Action item
Return each line of the listing below, unchanged, and omit the images.

Information shown

·····

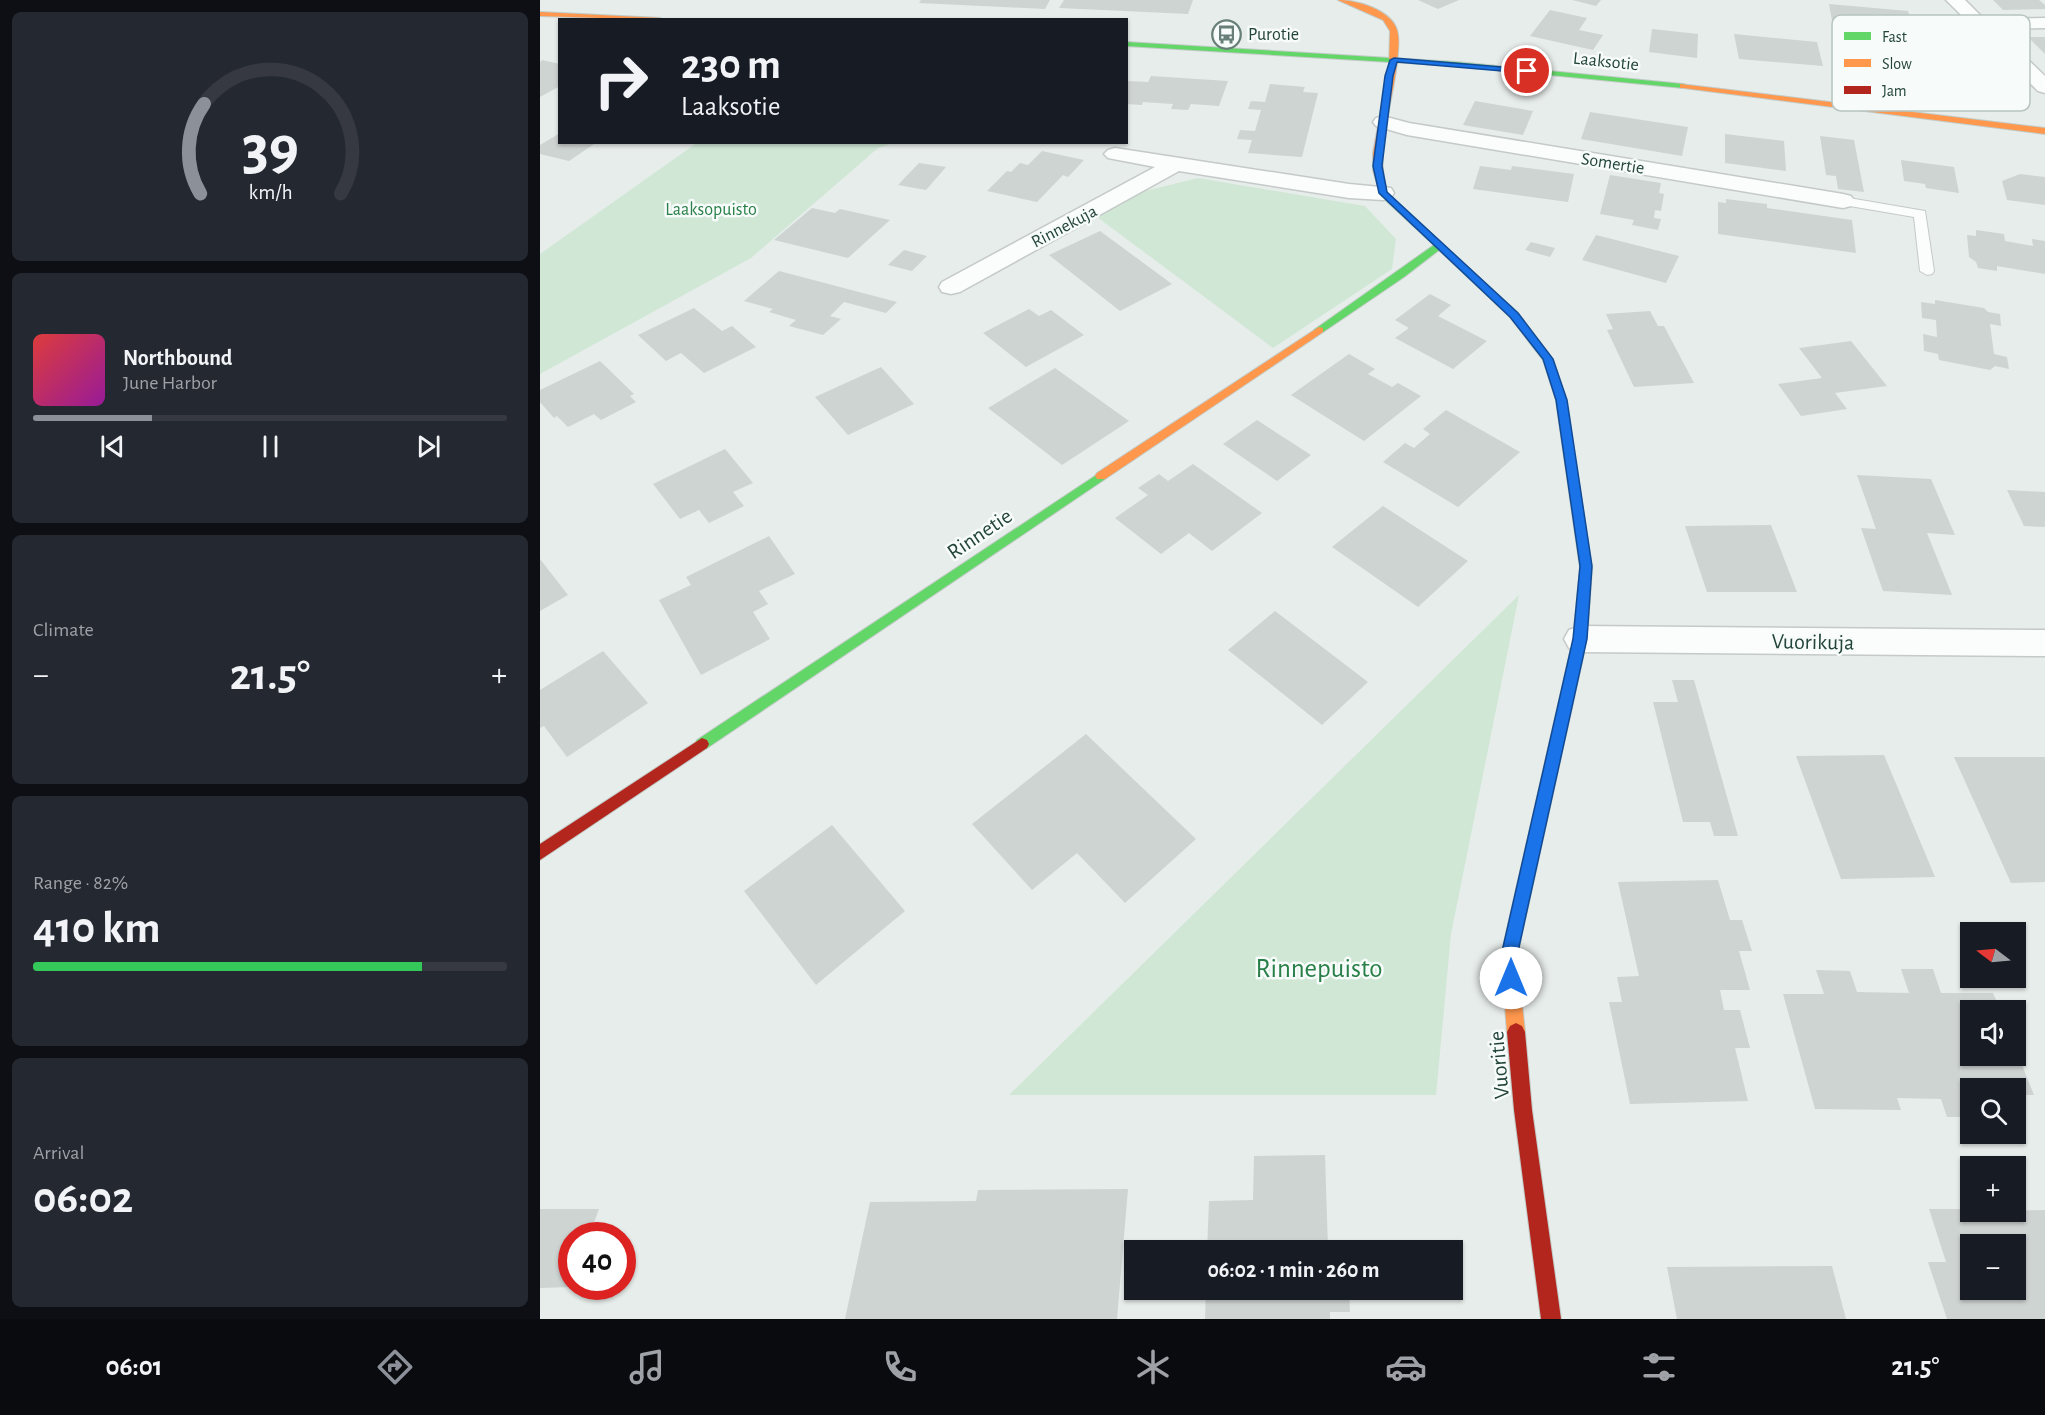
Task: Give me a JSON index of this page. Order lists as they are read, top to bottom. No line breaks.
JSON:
{"streets":{"street":["Laaksotie","Somertie","Rinnekuja","Rinnetie","Vuorikuja","Vuoritie"]},"crossings":[["Rinnetie","Vuoritie"],["Vuorikuja","Vuoritie"]],"parks":["Laaksopuisto","Rinnepuisto"],"places":{"bus stop":["Purotie"]},"legend":["Fast","Slow","Jam"],"north":"left","page":{"turn":["230 m","Laaksotie"],"song":["Northbound","June Harbor"],"tile":["Climate",["Range · 82%","410 km"],["Arrival","06:02"]],"heat":["−","21.5°","+"],"map_buttons":["+","−"],"limit":"40","trip":"06:02 · 1 min · 260 m","tabs":["06:01","21.5°"],"gauge":["39","km/h"]}}
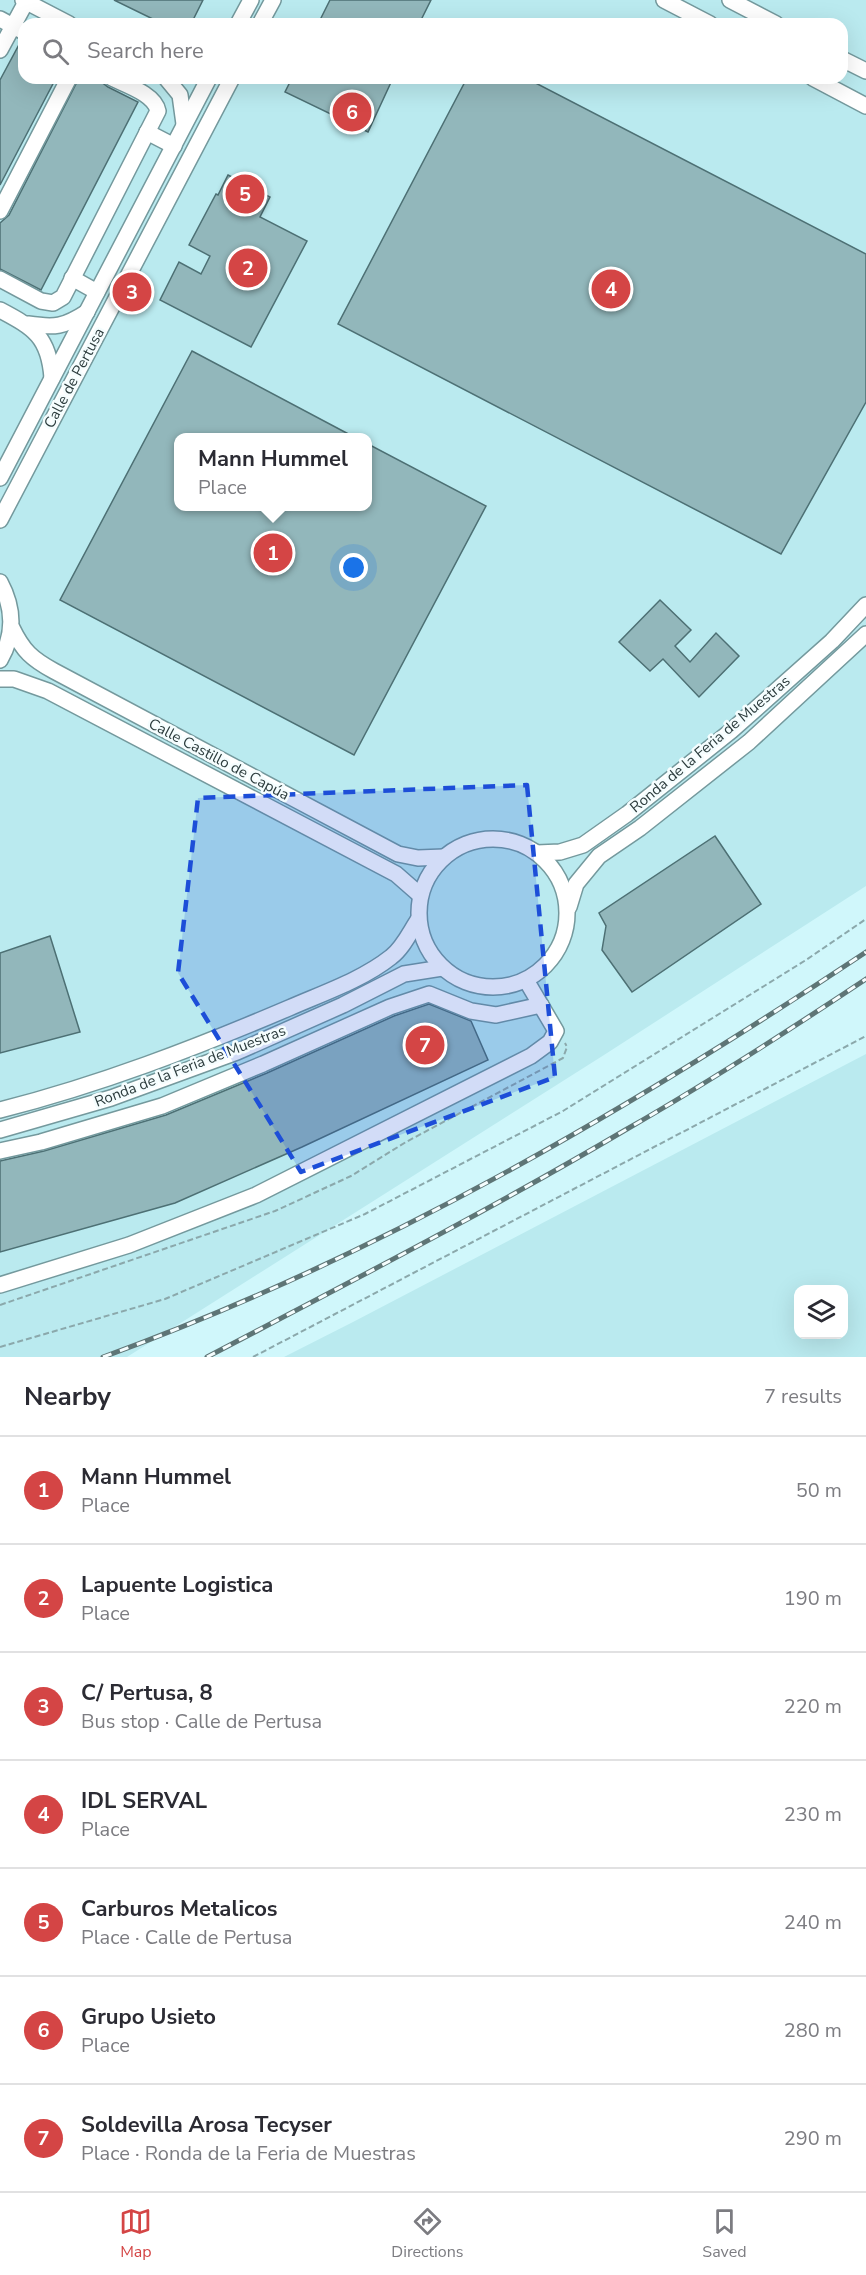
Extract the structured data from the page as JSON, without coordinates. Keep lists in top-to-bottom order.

·····

Solution for this task
Task: Give me a JSON index of this page. Order lists as they are read, top to bottom. No line breaks.
JSON:
{"streets":{"street":["Laaksotie","Somertie","Rinnekuja","Rinnetie","Vuorikuja","Vuoritie"]},"crossings":[["Rinnetie","Vuoritie"],["Vuorikuja","Vuoritie"]],"parks":["Laaksopuisto","Rinnepuisto"],"places":{"bus stop":["Purotie"]},"legend":["Fast","Slow","Jam"],"north":"left","page":{"turn":["230 m","Laaksotie"],"song":["Northbound","June Harbor"],"tile":["Climate",["Range · 82%","410 km"],["Arrival","06:02"]],"heat":["−","21.5°","+"],"map_buttons":["+","−"],"limit":"40","trip":"06:02 · 1 min · 260 m","tabs":["06:01","21.5°"],"gauge":["39","km/h"]}}
Extract the structured data from the page as JSON, without coordinates. Keep lists in top-to-bottom order.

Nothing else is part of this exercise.